The new face of mobility pricing is powered by connected services
Holland is where the future of mobility pricing is starting. In anticipation of the forthcoming report from PTOLEMUS on Road Charging and with insight from the recent RUC conference in Amsterdam, we look at the latest Spitsmijden project in Rotterdam that aims to curb peak traffic.
BNV Mobility, the consortium behind the series of pilot projects supported by local and national authorities, is formed by road and toll service operators: Brisa and Egis Projects together with a Dutch toll consultant Nedmobiel.
Their latest project MyJINI is different, it is open ended, supported at the start by the Dutch transport ministry and the regional government but expected to demonstrate a sustainable business model.
The consortium is currently running 2 projects in the Rotterdam area:
Wild Van de Spits2015 is a “closed Project” for delivering rush hour traffic “avoidances” which directly rewards selected drivers with cash incentives when they do not drive during rush hours and is funded directly by the government.
myJINI which is a full scale mobility service package and is funded through business partnerships. It benefits from financial support, under the guise of subsidies for performance, in order to create a sustainable business model that also contributes to indirectly creating rush hour traffic “avoidances”. The key difference here is that the reward model is not fed by subsidies but through private partnerships with other businesses.
To demonstrate “avoidance” the past projects have used a number of different solutions including Automatic number plate recognition (ANPR), smartphone and black boxes. The latest project is using an OBD dongle. All members receive a free “myJINI connector” that gives behaviour feedback from the driver’s personal online dashboard. Using this system, the drivers will get a range of benefits:
- Fuel and maintenance savings from better driving
- 5% discount on their insurance premium through a partnership with Allsecur (a brand from the Group Allianz). Discounts are also linked to a drivers rating which is calculated only as a comparison with other drivers in the project. Only the 75% best drivers get bonus $JINIs.
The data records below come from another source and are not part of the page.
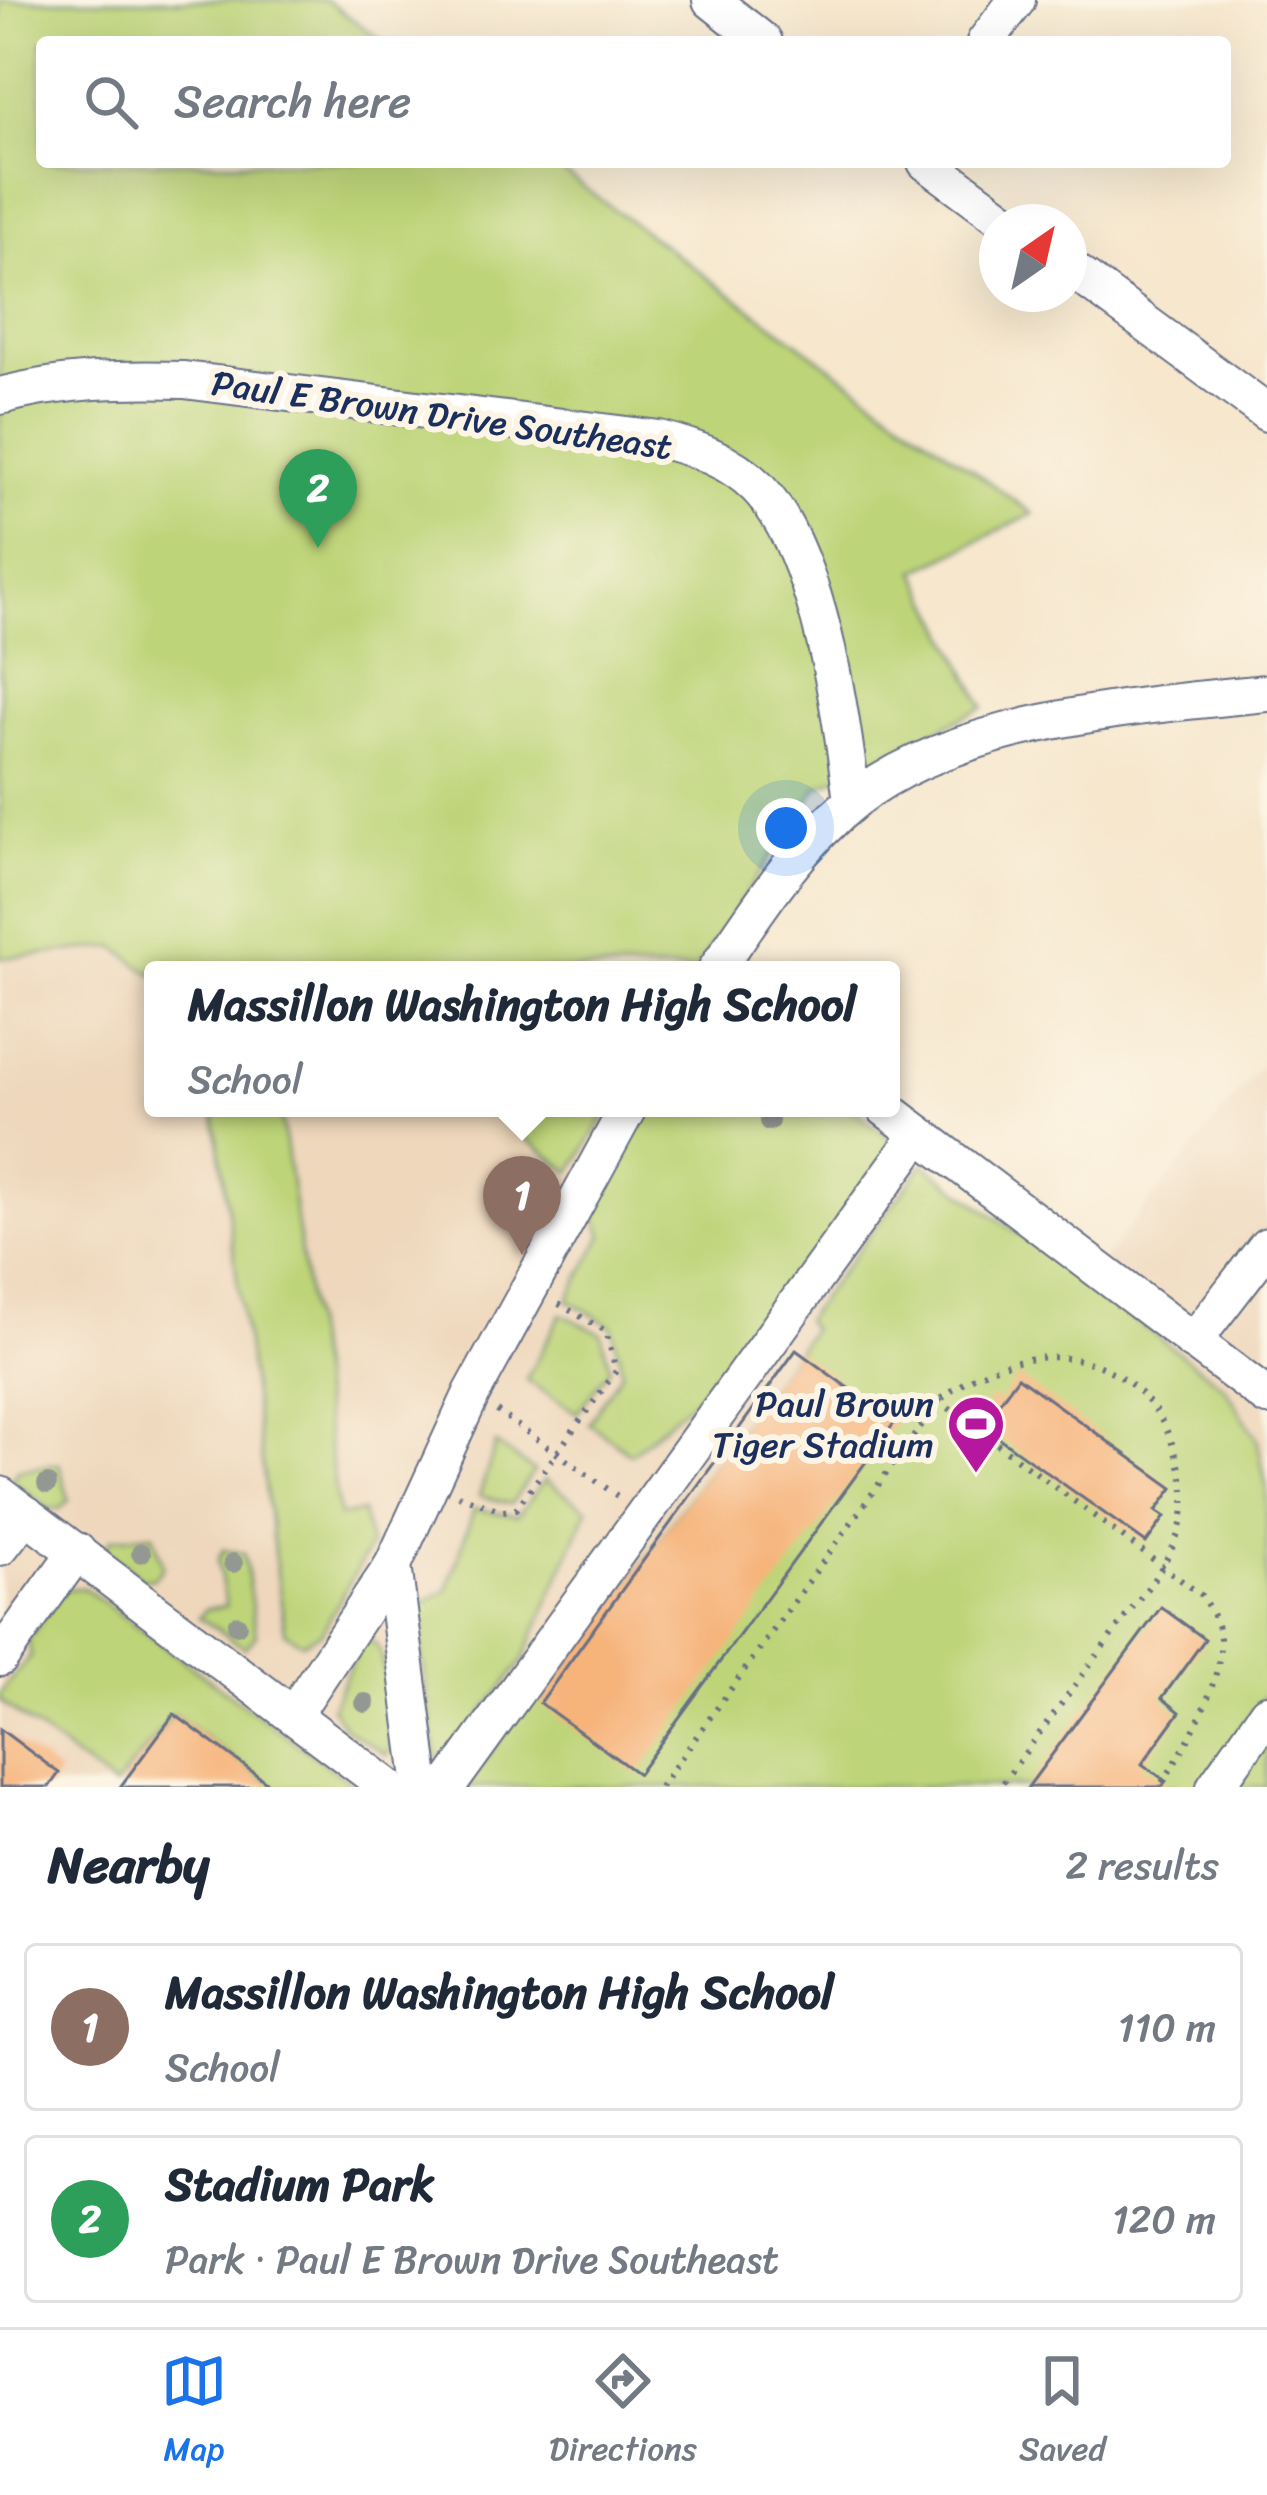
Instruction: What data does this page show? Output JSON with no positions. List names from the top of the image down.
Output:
{
  "streets": {
    "street": ["Paul E Brown Drive Southeast"]
  },
  "places": {
    "sports": ["Paul Brown Tiger Stadium"]
  },
  "north": "top right",
  "page": {
    "search": "Search here",
    "pins": ["2", "1"],
    "popup": ["Massillon Washington High School", "School"],
    "heading": ["Nearby", "2 results"],
    "list": [
      {
        "mark": "1",
        "name": "Massillon Washington High School",
        "note": "School",
        "value": "110 m"
      },
      {
        "mark": "2",
        "name": "Stadium Park",
        "note": "Park · Paul E Brown Drive Southeast",
        "value": "120 m"
      }
    ],
    "nav": ["Map", "Directions", "Saved"]
  }
}
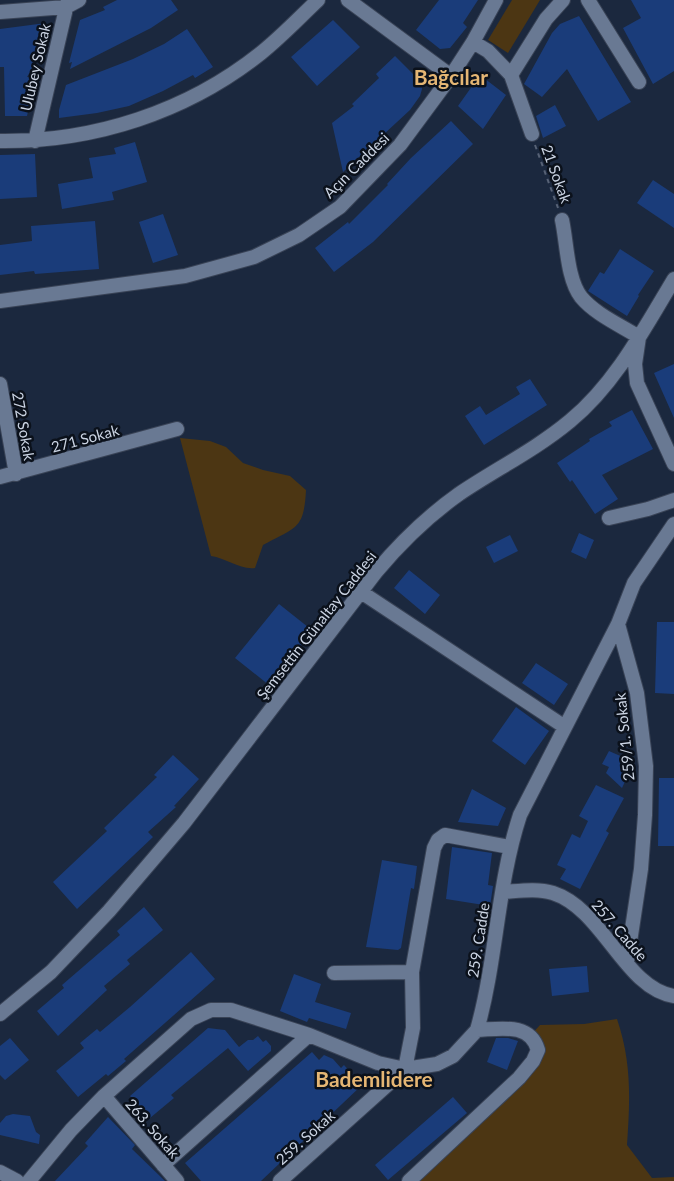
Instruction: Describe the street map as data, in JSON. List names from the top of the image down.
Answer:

- MyJINI fuel card, giving discounts of 15 cents per litre through a partnership with Shell.
- Emergency assistance in case of accident
- $ JINI which are points earned from avoidance and that can be used towards discounts on car insurance as well as a web shop.
Of course, every time the car is used during rush hours, $ JINI are deducted from the drivers account. For the drivers as well as for BNV Mobility, the benefits – and subsidies- are measured in numbers of days not driven per week. Beyond short term avoidance, the project wants to change mobility behaviour.
The target market for these programmes has always been the frequent users with a leased or private car. At first the drivers had to be eligible and were targeted by the project organisers. With MyJINI, any driver can join on a voluntary basis and the approach is also expending outside the area around Rotterdam.
MyJINI is a pilot at many levels, but none more important than demonstrating a viable business model for mobility pricing. BNV Mobility manages to bring in the necessary starting capital requirements, either from equity or from financial operations in order to get the project off the ground.
It also needs to balance the books so the mobility pricing project brings long-run positive results by, on one hand, ensuring the self-sustainability of earning/spending point model and guarantying the necessary “liquidity”. Without rewards, the model falls apart; the previous pilot projects have clearly demonstrated that the quality and choice of rewards is paramount to customer retention – and most importantly to the long term behaviour change. And on the other by creating a valuable ecosystem for B2B partners to profit, grow, add value or reduce external costs.